What lines below hold the string "view"? Copy them all.

---*---

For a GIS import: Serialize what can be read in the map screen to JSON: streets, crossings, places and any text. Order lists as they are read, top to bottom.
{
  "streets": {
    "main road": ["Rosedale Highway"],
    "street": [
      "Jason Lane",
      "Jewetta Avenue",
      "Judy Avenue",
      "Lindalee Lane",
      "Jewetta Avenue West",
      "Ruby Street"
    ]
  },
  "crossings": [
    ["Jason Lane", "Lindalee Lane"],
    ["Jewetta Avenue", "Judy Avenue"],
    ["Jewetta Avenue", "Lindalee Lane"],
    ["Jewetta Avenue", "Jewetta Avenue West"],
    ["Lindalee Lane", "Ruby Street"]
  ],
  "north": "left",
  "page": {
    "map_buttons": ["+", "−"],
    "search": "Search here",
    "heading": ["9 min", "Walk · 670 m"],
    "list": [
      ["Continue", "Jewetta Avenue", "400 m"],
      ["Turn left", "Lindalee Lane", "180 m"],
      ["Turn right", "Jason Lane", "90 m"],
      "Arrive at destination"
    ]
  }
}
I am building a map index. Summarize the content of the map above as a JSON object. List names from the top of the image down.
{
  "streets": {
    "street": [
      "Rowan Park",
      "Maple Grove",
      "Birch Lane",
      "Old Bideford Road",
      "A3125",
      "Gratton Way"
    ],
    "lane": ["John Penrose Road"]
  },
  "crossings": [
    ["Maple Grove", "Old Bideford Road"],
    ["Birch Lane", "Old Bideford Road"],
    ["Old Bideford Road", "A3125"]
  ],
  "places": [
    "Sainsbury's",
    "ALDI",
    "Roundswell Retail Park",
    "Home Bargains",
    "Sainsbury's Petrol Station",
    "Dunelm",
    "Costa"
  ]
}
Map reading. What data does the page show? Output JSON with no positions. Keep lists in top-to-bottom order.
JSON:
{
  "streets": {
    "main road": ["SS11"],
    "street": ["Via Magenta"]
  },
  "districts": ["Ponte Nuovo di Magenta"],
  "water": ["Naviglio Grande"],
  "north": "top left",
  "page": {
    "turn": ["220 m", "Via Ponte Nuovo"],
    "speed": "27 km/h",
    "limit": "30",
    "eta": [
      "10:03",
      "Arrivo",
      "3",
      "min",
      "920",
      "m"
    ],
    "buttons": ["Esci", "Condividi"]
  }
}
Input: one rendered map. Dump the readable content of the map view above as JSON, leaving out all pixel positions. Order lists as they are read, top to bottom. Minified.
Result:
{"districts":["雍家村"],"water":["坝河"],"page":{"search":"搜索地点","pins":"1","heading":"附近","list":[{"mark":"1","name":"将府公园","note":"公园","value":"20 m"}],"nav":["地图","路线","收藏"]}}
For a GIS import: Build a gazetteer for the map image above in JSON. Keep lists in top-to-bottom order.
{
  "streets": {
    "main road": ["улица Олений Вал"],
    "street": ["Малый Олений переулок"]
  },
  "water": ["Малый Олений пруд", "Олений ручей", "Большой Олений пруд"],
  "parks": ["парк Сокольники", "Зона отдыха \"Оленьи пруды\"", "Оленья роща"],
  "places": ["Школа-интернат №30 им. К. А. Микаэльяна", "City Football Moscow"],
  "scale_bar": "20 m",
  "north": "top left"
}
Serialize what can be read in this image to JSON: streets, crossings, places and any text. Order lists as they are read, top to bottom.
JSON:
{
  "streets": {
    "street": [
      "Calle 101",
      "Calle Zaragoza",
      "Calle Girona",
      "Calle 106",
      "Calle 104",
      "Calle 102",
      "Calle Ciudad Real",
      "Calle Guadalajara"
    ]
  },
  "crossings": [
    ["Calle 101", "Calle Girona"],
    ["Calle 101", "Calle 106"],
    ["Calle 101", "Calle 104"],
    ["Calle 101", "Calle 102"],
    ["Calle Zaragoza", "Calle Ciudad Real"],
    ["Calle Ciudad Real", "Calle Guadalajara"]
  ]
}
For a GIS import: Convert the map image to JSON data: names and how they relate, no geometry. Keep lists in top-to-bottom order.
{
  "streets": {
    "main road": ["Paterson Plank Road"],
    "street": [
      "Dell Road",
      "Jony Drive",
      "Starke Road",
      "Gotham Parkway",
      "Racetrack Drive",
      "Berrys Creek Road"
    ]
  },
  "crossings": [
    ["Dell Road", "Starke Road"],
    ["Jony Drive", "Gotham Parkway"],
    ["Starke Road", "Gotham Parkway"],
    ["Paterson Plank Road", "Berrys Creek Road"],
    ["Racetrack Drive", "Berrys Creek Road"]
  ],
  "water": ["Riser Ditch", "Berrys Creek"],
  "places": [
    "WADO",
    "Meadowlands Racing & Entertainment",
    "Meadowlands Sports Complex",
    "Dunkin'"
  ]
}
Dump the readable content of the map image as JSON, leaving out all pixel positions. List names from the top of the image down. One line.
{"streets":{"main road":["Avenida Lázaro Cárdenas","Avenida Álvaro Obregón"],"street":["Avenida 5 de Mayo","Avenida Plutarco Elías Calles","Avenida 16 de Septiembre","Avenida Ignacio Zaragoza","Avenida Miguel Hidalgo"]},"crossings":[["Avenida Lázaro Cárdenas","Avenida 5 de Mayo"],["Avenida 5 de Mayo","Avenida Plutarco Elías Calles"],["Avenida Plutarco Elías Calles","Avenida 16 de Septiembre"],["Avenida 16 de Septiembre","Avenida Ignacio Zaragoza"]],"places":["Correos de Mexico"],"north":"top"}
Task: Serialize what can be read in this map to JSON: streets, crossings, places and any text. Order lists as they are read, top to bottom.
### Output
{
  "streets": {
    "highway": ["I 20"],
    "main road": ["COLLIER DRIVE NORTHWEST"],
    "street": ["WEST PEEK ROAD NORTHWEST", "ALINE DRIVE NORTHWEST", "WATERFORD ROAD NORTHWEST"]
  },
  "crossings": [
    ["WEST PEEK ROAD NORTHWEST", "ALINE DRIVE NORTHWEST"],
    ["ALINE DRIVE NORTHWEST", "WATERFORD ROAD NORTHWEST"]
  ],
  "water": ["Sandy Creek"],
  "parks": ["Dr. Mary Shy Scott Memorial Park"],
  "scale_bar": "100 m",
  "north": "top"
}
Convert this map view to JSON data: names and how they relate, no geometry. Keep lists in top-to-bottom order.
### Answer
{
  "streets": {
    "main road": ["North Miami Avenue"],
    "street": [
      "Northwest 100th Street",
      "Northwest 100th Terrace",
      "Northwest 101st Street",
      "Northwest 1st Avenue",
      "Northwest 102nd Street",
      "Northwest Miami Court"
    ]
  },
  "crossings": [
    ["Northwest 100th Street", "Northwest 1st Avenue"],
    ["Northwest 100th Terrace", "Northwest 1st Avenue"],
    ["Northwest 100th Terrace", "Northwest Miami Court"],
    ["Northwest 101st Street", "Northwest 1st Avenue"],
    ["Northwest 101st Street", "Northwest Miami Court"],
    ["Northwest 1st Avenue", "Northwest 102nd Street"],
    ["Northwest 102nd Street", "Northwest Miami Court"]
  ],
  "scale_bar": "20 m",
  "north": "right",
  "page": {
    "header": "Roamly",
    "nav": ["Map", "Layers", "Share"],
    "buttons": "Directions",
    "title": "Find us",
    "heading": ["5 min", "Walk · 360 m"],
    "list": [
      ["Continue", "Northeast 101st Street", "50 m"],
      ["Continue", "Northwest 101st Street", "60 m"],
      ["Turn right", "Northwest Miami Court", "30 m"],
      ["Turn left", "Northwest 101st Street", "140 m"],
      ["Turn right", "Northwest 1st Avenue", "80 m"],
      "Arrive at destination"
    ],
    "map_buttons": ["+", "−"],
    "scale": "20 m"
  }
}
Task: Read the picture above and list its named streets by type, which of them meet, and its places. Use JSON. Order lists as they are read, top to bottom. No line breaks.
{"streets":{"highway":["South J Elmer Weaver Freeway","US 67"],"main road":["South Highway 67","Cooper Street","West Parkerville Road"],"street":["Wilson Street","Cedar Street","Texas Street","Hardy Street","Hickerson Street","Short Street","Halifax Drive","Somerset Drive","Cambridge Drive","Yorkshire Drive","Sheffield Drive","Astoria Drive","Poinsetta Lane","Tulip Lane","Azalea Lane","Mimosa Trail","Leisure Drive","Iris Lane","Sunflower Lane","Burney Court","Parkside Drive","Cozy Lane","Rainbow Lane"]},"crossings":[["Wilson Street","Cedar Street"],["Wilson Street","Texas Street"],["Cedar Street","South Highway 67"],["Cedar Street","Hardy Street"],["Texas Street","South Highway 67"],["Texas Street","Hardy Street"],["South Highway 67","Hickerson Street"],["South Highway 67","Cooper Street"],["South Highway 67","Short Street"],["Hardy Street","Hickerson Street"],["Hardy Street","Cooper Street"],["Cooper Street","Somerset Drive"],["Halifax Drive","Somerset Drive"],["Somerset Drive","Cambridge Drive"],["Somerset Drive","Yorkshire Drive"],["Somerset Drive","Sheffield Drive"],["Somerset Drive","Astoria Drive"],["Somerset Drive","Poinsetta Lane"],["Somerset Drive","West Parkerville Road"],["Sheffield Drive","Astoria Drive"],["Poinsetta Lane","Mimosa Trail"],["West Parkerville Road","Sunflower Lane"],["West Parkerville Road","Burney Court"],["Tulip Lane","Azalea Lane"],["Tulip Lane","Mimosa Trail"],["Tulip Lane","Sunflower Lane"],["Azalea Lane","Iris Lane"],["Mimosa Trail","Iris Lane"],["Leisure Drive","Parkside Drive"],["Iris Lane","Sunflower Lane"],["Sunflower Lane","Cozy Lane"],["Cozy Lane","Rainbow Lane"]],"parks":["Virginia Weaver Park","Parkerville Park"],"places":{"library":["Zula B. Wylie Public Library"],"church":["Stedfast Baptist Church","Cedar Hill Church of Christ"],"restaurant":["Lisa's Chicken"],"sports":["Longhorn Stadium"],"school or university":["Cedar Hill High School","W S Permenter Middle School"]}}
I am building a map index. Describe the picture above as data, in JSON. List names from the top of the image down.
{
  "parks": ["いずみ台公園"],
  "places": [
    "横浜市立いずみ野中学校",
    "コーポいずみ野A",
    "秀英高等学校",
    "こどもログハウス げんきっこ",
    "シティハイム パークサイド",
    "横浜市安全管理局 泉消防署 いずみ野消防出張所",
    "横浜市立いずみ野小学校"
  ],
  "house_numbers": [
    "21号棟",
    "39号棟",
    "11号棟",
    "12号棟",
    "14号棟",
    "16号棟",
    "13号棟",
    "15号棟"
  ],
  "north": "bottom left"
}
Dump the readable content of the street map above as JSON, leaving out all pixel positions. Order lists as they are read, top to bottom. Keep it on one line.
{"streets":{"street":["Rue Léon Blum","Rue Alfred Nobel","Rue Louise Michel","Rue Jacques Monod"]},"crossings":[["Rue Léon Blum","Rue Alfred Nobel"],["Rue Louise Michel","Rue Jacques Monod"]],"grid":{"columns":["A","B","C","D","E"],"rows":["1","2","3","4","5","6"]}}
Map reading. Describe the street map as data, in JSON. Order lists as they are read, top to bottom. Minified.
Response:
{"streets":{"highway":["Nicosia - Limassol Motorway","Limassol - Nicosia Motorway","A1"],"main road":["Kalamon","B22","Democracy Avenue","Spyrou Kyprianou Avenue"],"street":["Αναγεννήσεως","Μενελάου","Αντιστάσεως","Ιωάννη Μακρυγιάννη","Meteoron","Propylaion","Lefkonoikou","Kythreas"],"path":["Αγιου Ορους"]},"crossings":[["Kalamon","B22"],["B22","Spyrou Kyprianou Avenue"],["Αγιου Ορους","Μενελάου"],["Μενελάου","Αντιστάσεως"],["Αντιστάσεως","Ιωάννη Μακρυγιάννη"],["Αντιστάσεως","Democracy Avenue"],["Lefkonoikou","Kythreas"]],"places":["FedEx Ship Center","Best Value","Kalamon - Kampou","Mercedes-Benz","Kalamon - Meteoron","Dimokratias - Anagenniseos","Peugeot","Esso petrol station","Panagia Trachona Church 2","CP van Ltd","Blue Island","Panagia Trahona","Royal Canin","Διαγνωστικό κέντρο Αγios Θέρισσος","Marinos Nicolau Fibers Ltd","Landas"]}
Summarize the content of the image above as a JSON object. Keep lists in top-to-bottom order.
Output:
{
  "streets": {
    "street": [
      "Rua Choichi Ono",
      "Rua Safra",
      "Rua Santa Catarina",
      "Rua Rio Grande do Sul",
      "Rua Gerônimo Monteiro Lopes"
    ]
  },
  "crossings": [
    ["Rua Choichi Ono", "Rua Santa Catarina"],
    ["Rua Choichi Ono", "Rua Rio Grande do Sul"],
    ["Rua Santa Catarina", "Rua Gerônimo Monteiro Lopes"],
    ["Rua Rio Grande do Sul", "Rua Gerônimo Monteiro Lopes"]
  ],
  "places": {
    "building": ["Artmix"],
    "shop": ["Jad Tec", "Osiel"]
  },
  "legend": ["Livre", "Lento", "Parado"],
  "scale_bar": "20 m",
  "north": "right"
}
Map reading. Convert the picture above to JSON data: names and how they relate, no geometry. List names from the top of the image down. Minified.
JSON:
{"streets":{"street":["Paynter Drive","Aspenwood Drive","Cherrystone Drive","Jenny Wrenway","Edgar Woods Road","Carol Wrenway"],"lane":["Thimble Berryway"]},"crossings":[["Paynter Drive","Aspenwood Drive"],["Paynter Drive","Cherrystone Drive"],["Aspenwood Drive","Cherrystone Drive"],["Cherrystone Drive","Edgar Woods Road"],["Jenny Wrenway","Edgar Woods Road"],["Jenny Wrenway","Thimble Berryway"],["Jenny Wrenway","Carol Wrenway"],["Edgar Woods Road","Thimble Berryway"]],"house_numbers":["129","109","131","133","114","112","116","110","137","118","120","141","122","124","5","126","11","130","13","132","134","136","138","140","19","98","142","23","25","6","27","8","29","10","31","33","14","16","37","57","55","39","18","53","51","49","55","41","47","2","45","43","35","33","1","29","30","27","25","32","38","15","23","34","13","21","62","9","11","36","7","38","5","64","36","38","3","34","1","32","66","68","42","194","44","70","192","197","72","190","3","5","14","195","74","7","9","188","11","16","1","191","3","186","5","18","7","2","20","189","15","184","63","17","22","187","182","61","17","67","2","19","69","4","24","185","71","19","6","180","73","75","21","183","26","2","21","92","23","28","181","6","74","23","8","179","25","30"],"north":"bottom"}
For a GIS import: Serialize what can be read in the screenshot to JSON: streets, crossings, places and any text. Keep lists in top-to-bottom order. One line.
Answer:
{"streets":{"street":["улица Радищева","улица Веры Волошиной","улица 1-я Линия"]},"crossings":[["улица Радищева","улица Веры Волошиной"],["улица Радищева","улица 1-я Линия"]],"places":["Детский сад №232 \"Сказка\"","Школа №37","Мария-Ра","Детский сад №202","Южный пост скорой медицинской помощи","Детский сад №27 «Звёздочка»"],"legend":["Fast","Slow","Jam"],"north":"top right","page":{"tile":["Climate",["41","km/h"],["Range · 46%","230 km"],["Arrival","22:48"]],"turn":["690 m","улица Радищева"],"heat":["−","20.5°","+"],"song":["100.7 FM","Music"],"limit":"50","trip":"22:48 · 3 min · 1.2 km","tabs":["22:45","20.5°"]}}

---*---

**ANSWER SECTION:**
Input: one rendered map. Dump the readable content of the map view above as JSON, leaving out all pixel positions. Order lists as they are read, top to bottom. Minified.
Convert this map view to JSON data: names and how they relate, no geometry. Keep lists in top-to-bottom order.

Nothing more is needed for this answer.